Amy's Artistic Process
Zerner's East Hampton studio is filled with fabric, beads, and an assortment of decorative paraphernalia of every kind, from every place and every decade in the last one hundred years: prints, silks, velvets, trims, laces, sequins, metallic threads. She searches flea markets and antique shops wherever she goes.
Her way of working is as intuitive and mysterious as her end product.
Cutting, sewing, piecing, balancing, placing and replacing, she also paints, dyes, and colors directly, using whatever technique works at the time. In Zerner's unique collage technique, the image is found in the process, built up by bits and pieces, detail by detail. Her textile world is a balance of both art and craft.
With all its ancient references, Amy Zerner's art could only have happened today, when it is not unusual for a print from the Ivory Coast to appear, as did the lace bit from England, the silk from India, the beads from Venice, and on and on in the galaxy of her materials.

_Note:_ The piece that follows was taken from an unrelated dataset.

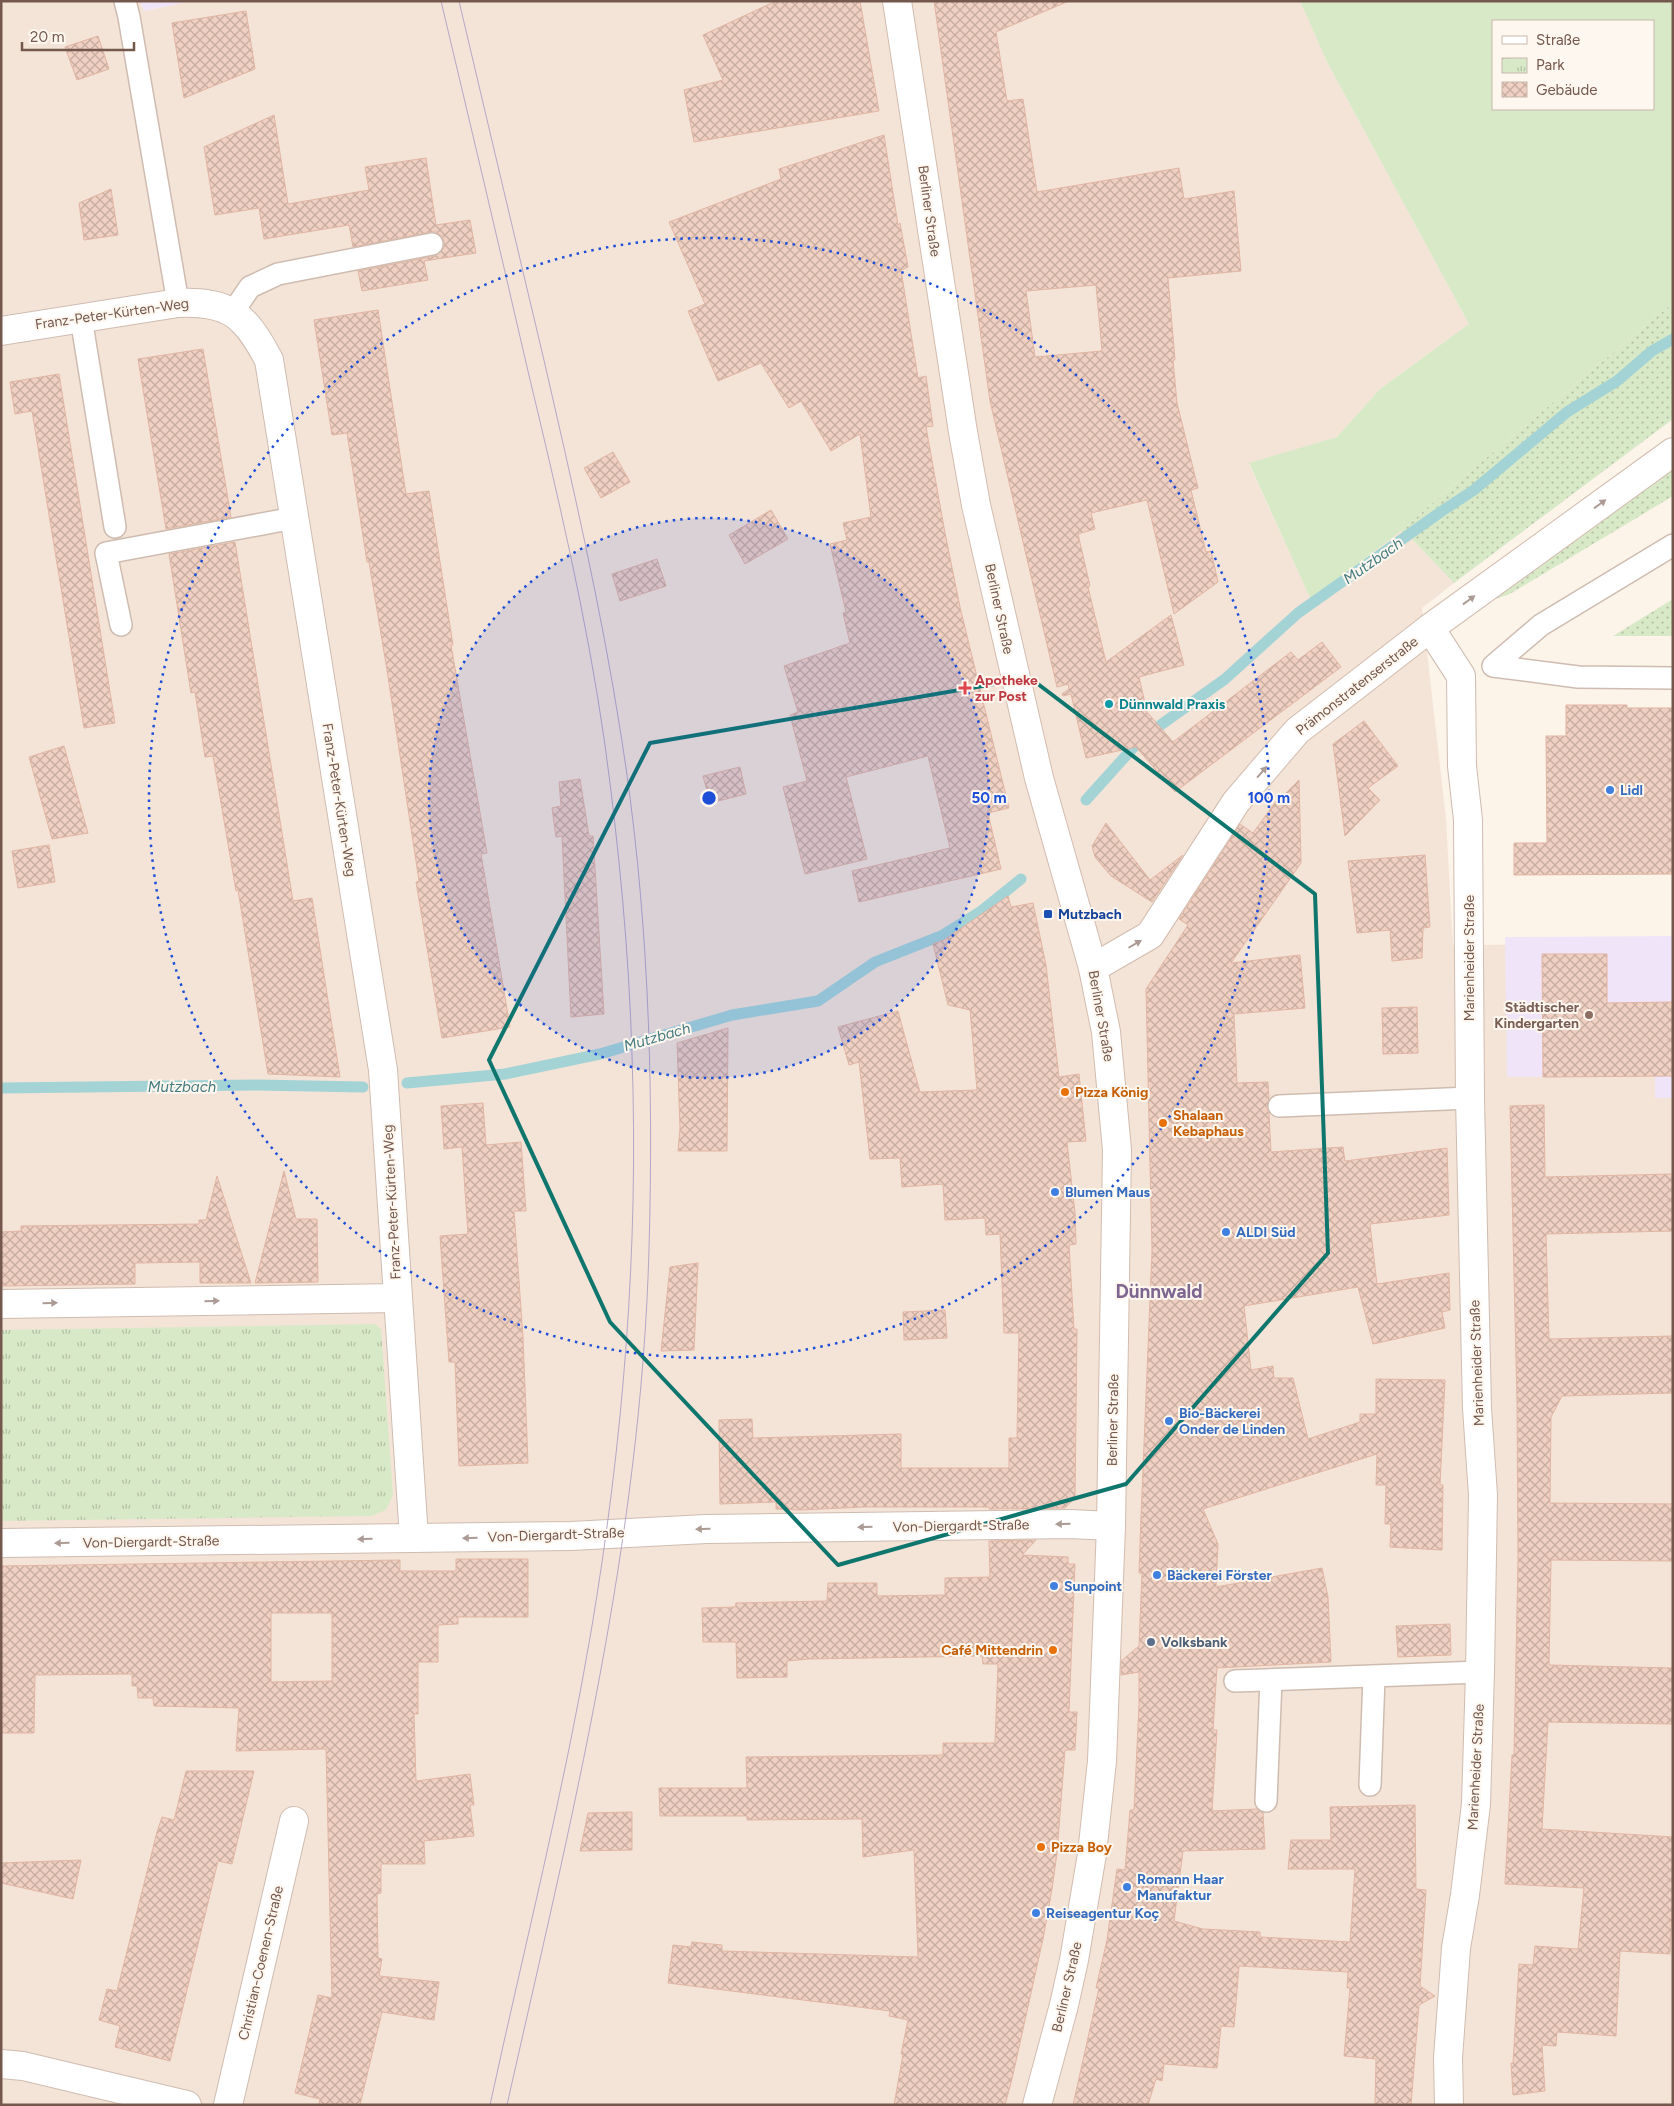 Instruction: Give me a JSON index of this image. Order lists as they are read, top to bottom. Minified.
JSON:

In Zerner's magical creations there is a mixture of shapes and symbols, gardens, birds, butterflies, snakes, flora and fauna dense and layered, worthy of the jungle of Jung's collective unconscious.
"I have always worked on the floor, and my imagery is not premeditated. It is pretty spontaneous — I don't sketch out before I start a piece. I scatter my materials in heaps in a ring on the floor. I sits down in the center of it all and wait for the first impulse. I may begin a work with the spark of an idea, but more often the works reveal themselves only after they are completed. Then Monte interprets them. Animals, fish, winged creatures, plants, water, mountains, sky are all used symbolically. Water may be a pool of emotion; Air, the realm of idea; Earth, the physical life; Birds and butterflies may signify spirit."